The sense of encouragement I felt that she had asked a reasonably social question was muddied by my confusion as to how to answer it. If I told her that I had a wife, would it enable me, eventually, to lead her thinking toward herself? Or would it place an irreparable barrier between us for her to think that there was some other woman in my life?
I decided, on impulse, that the risk was greater than I dared, and answered, “My wife and I are separated.” That was literally true and should satisfy her.
I hoped that she’d ask me if we were planning on a divorce-in which case I could answer that the separation was of a different nature, thus opening up another area of thought.
She said nothing though.
Silence once more. I almost groaned to find it happening again.
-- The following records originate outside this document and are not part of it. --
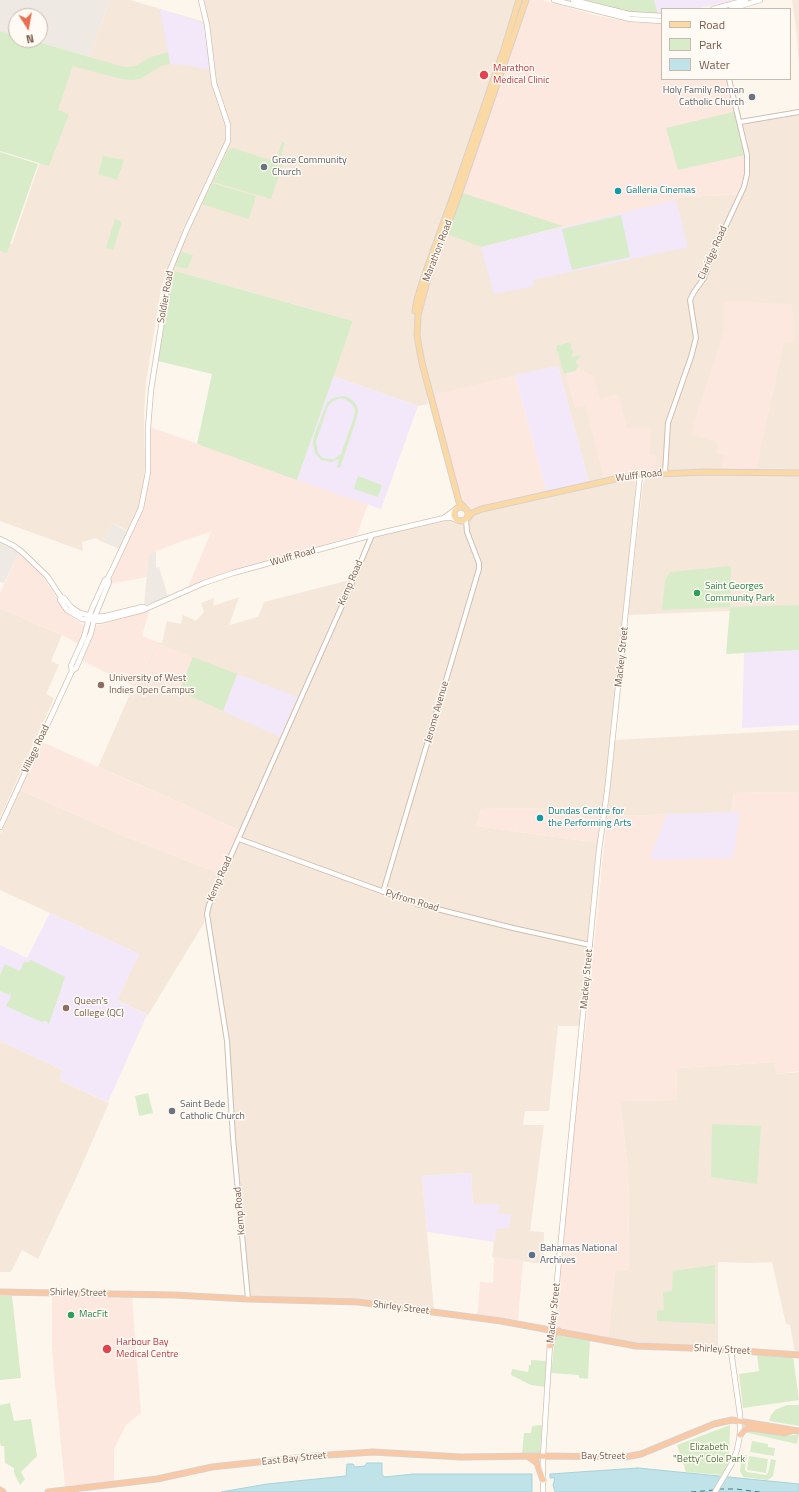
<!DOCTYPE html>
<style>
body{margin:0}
#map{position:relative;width:799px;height:1492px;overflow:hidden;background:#fdf6ec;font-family:"Titillium Web",sans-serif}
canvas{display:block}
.legend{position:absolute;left:661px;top:8px;width:130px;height:72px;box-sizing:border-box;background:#fffaf3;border:1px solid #cabbb1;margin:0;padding:5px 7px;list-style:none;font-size:12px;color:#7a5c4d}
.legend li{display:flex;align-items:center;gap:8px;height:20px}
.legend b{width:20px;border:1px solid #cabbb1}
.north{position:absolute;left:8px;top:8px;width:40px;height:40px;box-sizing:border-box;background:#fffaf3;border:1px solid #cabbb1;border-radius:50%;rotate:169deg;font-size:11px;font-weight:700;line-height:16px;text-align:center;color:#7a5c4d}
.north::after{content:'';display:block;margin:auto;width:14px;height:18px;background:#e76f51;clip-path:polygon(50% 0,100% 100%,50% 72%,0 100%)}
</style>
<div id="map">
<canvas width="799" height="1492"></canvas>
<ul class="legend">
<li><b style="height:5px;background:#fbd9a5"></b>Road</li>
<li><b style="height:11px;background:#d8ecc9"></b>Park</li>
<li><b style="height:11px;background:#bfe3e8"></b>Water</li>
</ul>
<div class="north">N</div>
</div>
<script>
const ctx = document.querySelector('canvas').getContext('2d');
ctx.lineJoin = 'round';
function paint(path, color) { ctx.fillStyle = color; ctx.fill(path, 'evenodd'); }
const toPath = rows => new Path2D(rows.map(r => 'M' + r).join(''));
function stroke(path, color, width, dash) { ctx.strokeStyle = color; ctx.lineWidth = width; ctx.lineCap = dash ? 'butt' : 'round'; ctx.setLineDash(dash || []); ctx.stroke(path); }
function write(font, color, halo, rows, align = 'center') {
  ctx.font = font + ' "Titillium Web",sans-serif'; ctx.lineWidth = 3; ctx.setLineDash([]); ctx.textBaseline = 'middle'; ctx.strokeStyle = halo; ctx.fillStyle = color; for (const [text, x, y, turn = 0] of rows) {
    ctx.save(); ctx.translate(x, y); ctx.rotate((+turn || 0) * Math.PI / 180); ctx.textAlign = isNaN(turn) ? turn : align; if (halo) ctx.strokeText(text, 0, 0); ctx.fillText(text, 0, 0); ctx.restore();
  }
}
const residential = toPath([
 [110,0,130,0,208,23,204,0,516,0,498,57,437,238,444,232,481,247,684,197,744,194,748,183,750,166,743,124,799,114,799,470,691,469,632,473,589,483,558,366,427,397,428,404,418,406,333,376,353,321,172,270,179,253,173,252,161,289,146,382,144,414,145,467,143,489,138,510,128,531,112,523,103,542,96,538,82,542,83,551,0,521,0,240,12,244,73,65,78,66,81,55,89,57],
 [792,0,799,0,799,61,795,21],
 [666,474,799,476,799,608,628,615,643,485,645,478,651,476],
 [629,479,635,480,636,486,603,807,481,809,477,826,599,843,580,1026,558,1026,549,1111,525,1111,523,1125,544,1125,530,1231,544,1232,543,1264,492,1257,499,1204,473,1204,471,1173,422,1176,434,1310,357,1302,250,1297,235,1137,230,1051,227,1027,209,922,209,913,215,895,236,850,374,537],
 [350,580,240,831,170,798,98,767,133,687,137,688,157,642,162,643,167,621,181,624,183,615,196,621,204,612,201,603,214,598,213,606,239,597,229,625,258,617,264,602],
 [0,608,62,635,51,661,59,665,46,694,54,698,0,818],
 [799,730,799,792,734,793,731,813,607,816,615,740],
 [20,790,124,836,221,874,205,910,204,923,148,1015,117,1000,139,954,0,890,0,834],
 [0,1041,63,1070,59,1080,109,1103,78,1174,38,1259,22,1250,11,1272,0,1272],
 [775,1062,777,1074,799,1072,799,1353,795,1353,790,1325,786,1324,772,1262,751,1263,718,1262,718,1348,682,1347,624,1343,608,1339,615,1269,629,1270,628,1171,620,1101,677,1100,677,1068]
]);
const commercial = toPath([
 [527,0,542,0,598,16,636,23,662,23,662,79,732,79,742,119,749,156,749,175,744,194,684,197,481,247,456,197],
 [724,301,792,304,794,341,784,343,756,470,721,469,724,455,716,453,718,442,691,434,724,330],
 [576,367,594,376,600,399,618,394,627,428,650,428,650,455,656,456,655,470,632,472,604,478,585,405,575,407,565,373],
 [515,375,547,493,462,512,432,395],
 [150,427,368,504,357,535,197,583,188,587,211,532,185,540,149,554,147,577,109,584,144,506,149,470],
 [19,552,38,571,50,587,64,610,72,617,86,627,78,644,62,635,0,608,0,593],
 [150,609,142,636,157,642,137,688,81,660,96,626,121,619],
 [158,643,193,657,179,691,144,675],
 [42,742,141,786,170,798,240,831,221,874,124,836,20,790],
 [799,792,799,1071,777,1074,775,1062,677,1068,677,1100,620,1101,628,1171,629,1270,615,1269,608,1339,555,1327,576,1101,586,1027,607,816,731,813,734,793],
 [603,807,599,843,477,826,481,809],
 [494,1257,523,1261,518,1320,476,1315,478,1310,480,1282,493,1283],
 [52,1295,132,1296,141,1413,126,1425,114,1449,114,1482,65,1486,54,1373,52,1345]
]);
const industrial = toPath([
 [0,0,110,0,89,57,31,40,40,40,40,16,16,16,16,36,0,31],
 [112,523,128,532,119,549,103,542],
 [0,542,19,552,4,583,0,582],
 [156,551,156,568,159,567,168,597,144,605,149,554]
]);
const education = toPath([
 [654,0,734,0,696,9,662,9,662,13,658,14],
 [160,9,204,23,210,70,185,65,170,64],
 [676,200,688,247,533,280,534,286,494,294,481,247],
 [558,366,589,483,547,493,515,375],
 [333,376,418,406,381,509,297,480],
 [799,650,799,725,742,728,744,653],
 [237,674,297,697,280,737,223,711],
 [740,812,733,858,652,860,651,854,667,814],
 [50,913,139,954,117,1000,147,1015,108,1102,59,1080,63,1070,0,1041,0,945,27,958],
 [471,1173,473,1204,499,1204,498,1214,511,1214,509,1228,496,1229,494,1242,427,1232,422,1176]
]);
const green = toPath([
 [582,0,654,0,658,14,634,13],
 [0,31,16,36,16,40,31,40,124,67,135,66,151,57,168,52,170,64,161,66,140,79,132,80,121,79,73,66,58,110,69,114,49,166,0,151],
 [737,111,745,155,678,170,666,128],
 [282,142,285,143,280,159,284,161,271,199,213,182,228,150,233,148,270,160,277,157],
 [0,152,38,164,7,253,0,251],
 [103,156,124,160,117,180,98,174],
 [212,183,256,196,249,219,202,204],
 [460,192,563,226,481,247,445,233],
 [621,215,630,257,572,270,562,229],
 [115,219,122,222,113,250,106,248],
 [181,252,193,255,187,269,175,266],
 [172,270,353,321,297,480,197,444,212,374,158,361],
 [570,342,572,345,570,347,573,351,571,357,582,355,575,362,579,366,575,371,564,374,556,346],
 [341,396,348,397,353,401,357,406,358,412,356,420,340,468,337,467,339,459,331,462,321,460,315,453,313,444,314,436,327,403,333,398],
 [340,398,345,399,352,404,355,410,354,417,341,454,334,459,328,459,323,458,318,453,316,442,328,406,333,401],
 [358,476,382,485,378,497,354,489],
 [731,566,730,607,799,605,799,650,726,654,730,607,662,610,665,580,670,572],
 [193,657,237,674,223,711,179,691],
 [31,960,65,977,49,1024,46,1021,41,1022,6,1006,10,999,11,992,9,995,0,991,0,975,5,964,20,971,24,962,29,962],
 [148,1093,153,1113,139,1116,135,1096],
 [712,1124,761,1126,757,1184,711,1177],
 [715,1265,715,1324,657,1321,657,1311,664,1310,663,1292,672,1291,673,1271],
 [0,1296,12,1296,21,1378,0,1380],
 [561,1333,590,1339,588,1379,579,1378,579,1375,551,1373,555,1338],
 [757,1354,793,1356,799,1400,743,1408,739,1374,759,1371],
 [531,1360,547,1361,545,1387,531,1385,511,1375,512,1369,528,1372,529,1365,531,1365],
 [10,1403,14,1421,31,1419,37,1456,21,1472,25,1479,20,1485,14,1473,14,1468,5,1463,4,1446,1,1446,0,1443,0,1405],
 [787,1405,799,1405,799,1426,769,1421,771,1415,775,1410],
 [542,1425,540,1454,522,1454,524,1433,531,1433,532,1426],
 [730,1425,729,1462,723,1475,686,1472,677,1445],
 [751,1429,788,1436,799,1434,797,1444,748,1433],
 [752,1441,768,1444,768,1447,775,1448,774,1456,750,1452],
 [742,1455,747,1455,745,1470,747,1472,766,1475,768,1473,771,1459,776,1460,773,1476,768,1480,743,1477,740,1471],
 [749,1456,768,1459,766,1473,747,1470]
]);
const water = toPath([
 [367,1463,382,1463,382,1475,385,1477,413,1474,532,1474,532,1492,221,1492,267,1484,346,1476,347,1464,353,1464,355,1467,365,1466,367,1463],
 [638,1468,799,1484,799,1492,555,1492,553,1485,555,1478,550,1478,550,1474,638,1468]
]);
const ferry = toPath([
 [719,1489,736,1489,760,1492],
 [691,1492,714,1490]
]);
const tertiary = toPath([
 [740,122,799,112],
 [665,473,668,423,691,357,696,338,690,300,694,292,704,278,714,251,744,187,747,174,747,155,729,79],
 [239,839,417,904,513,928,590,945],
 [383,892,479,569,479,563,467,532,466,519],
 [248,1299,233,1138,227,1041,207,914,209,905,349,590,372,535]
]);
const secondary = toPath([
 [554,0,630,19,662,21],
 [573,0,629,14,662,16],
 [713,9,746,0],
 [731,9,760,0],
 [445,517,456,509],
 [0,539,14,546,22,552,47,576,61,597,60,600,67,610,82,619,100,621,143,610,204,583,233,573,372,535,444,518,452,518,457,520],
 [61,597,64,598,71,607,80,613,95,617,106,616,142,607,146,608],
 [72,671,71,666,84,637,91,611,105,580,108,578,113,568,141,508,148,472,148,428,151,390,170,270,186,231,228,141,228,125,214,83,207,25,201,0],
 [0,827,72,671,76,668,91,633,95,616,109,582,108,578],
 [552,1332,599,850,607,792,640,475],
 [543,1492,543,1456,550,1344],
 [715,1492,732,1463,737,1450,740,1435,740,1415,731,1351]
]);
const primary = toPath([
 [415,311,417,299,425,274,456,188,504,49,519,0],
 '454 514a7 7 0 1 1 14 0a7 7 0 1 1-14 0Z',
 [464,507,459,502,422,363,417,336,418,315,428,278,456,203,526,0],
 [468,518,472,513,482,509,633,475,705,472,799,473]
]);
const trunk = toPath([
 [0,1292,174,1295,248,1299,358,1302,501,1321,636,1346,716,1349,799,1355],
 [550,1346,554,1334,559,1331],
 [740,1435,744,1430,751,1428,785,1433,792,1431],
 [529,1457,537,1463,543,1480],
 [0,1490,3,1492],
 [48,1492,157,1479,212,1467,314,1456,373,1452,461,1457,543,1456,626,1457,641,1454,714,1424,732,1420,799,1431]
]);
const markers = [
 [484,75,5,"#e0444e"],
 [752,97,4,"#6b7280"],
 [264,167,4,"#6b7280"],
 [618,191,4,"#0f9aa8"],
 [697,593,4,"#2e9e5b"],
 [101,685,4,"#8d6e63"],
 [540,818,4,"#0f9aa8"],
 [66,1008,4,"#8d6e63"],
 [172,1111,4,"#6b7280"],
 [532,1255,4,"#5c6f8a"],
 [71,1315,4,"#2e9e5b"],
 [107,1349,5,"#e0444e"]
];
const healthNames = [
 ["Marathon",493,69],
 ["Medical Clinic",493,81],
 ["Harbour Bay",116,1343],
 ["Medical Centre",116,1355]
];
const worshipNames = [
 ["Holy Family Roman",744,91,"right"],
 ["Catholic Church",744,103,"right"],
 ["Grace Community",272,161],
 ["Church",272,173],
 ["Saint Bede",180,1105],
 ["Catholic Church",180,1117]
];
const cultureNames = [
 ["Galleria Cinemas",626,191],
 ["Dundas Centre for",548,812],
 ["the Performing Arts",548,824]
];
const streetNames = [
 ["Marathon Road",438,251,-69],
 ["Claridge Road",713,253,-66],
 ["Soldier Road",166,297,-80],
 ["Wulff Road",639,476,-7],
 ["Wulff Road",293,557,-16],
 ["Kemp Road",351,583,-67],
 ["Mackey Street",622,657,-84],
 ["Jerome Avenue",437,712,-74],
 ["Village Road",36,749,-65],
 ["Kemp Road",220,879,-66],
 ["Pyfrom Road",412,901,17],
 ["Mackey Street",587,979,-85],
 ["Kemp Road",240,1211,-95],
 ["Shirley Street",78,1293,1],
 ["Shirley Street",401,1308,7],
 ["Mackey Street",554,1313,-84],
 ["Shirley Street",722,1350,3],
 ["Bay Street",603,1457],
 ["East Bay Street",294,1459,-6]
];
const leisureNames = [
 ["Saint Georges",705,587],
 ["Community Park",705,599],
 ["MacFit",79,1315]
];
const educationNames = [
 ["University of West",109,679],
 ["Indies Open Campus",109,691],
 ["Queen's",74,1002],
 ["College (QC)",74,1014]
];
const serviceNames = [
 ["Bahamas National",540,1249],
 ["Archives",540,1261]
];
const parkNames = [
 ["Elizabeth",709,1448],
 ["\"Betty\" Cole Park",709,1460]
];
paint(residential, '#f5e8da');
paint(commercial, '#fde8e0');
paint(industrial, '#efe9e4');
paint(education, '#f3e8fa');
paint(green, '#d8ecc9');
paint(water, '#bfe3e8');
stroke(water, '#a5d3da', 1);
stroke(ferry, '#437c86', 1, [5, 4]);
stroke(tertiary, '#d1beb0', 6);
stroke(secondary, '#d6c0b0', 6);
stroke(primary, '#dad1cd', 7);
stroke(trunk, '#dad1cd', 7);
stroke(tertiary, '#fff', 4);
stroke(secondary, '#fff', 4.5);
stroke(primary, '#fbd9a5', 5);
stroke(trunk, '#f9c8a4', 5);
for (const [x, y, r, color] of markers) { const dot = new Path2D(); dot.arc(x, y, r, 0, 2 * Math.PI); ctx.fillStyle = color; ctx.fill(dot); stroke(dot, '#fffaf3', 1.5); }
write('10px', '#be3a42', '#fffaf3', healthNames, 'left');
write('10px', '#5b616d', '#fffaf3', worshipNames, 'left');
write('10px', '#0d838f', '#fffaf3', cultureNames, 'left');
write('10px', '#7a5c4d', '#fffaf3', streetNames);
write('10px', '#27864d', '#fffaf3', leisureNames, 'left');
write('10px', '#785e54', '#fffaf3', educationNames, 'left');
write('10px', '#4e5e75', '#fffaf3', serviceNames, 'left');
write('10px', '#537a41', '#fffaf3', parkNames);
</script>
Was my attempt to help her to be an endless series of false starts broken by these silences? Desperately, I tried to think of an approach that would result in some immediate perception on her part.
I could think of nothing.
“How did the bird die?” I asked on impulse.
Another mistake. Her expression became more somber yet. “Everything dies here,” she answered.
I stared at her, not realizing, until several moments had passed, that she hadn’t really answered my question. I was about to repeat it when she spoke.
“I try to take care of things,” she said. “But nothing lives.” She looked at the bird in her hands. “Nothing,” she murmured.
I began to speak then didn’t as she went on.
“One of our dogs died too,” she said. “She had an epileptic fit.”
But Katie’s safe, I thought. I almost said it but realized that of course I mustn’t. I wondered if there were anything at all I might pursue on that subject.
“My wife and I had two dogs too,” I said. “A German Shepherd like yours and a fox terrier named Katie.”
“What?” She stared at me.
I didn’t say more, hoping that the idea was at work on her mind: a man who looked like her husband who’d been separated from his wife and had had two dogs like hers, one with the same name. Should I add that our German Shepherd had, also, been named Ginger?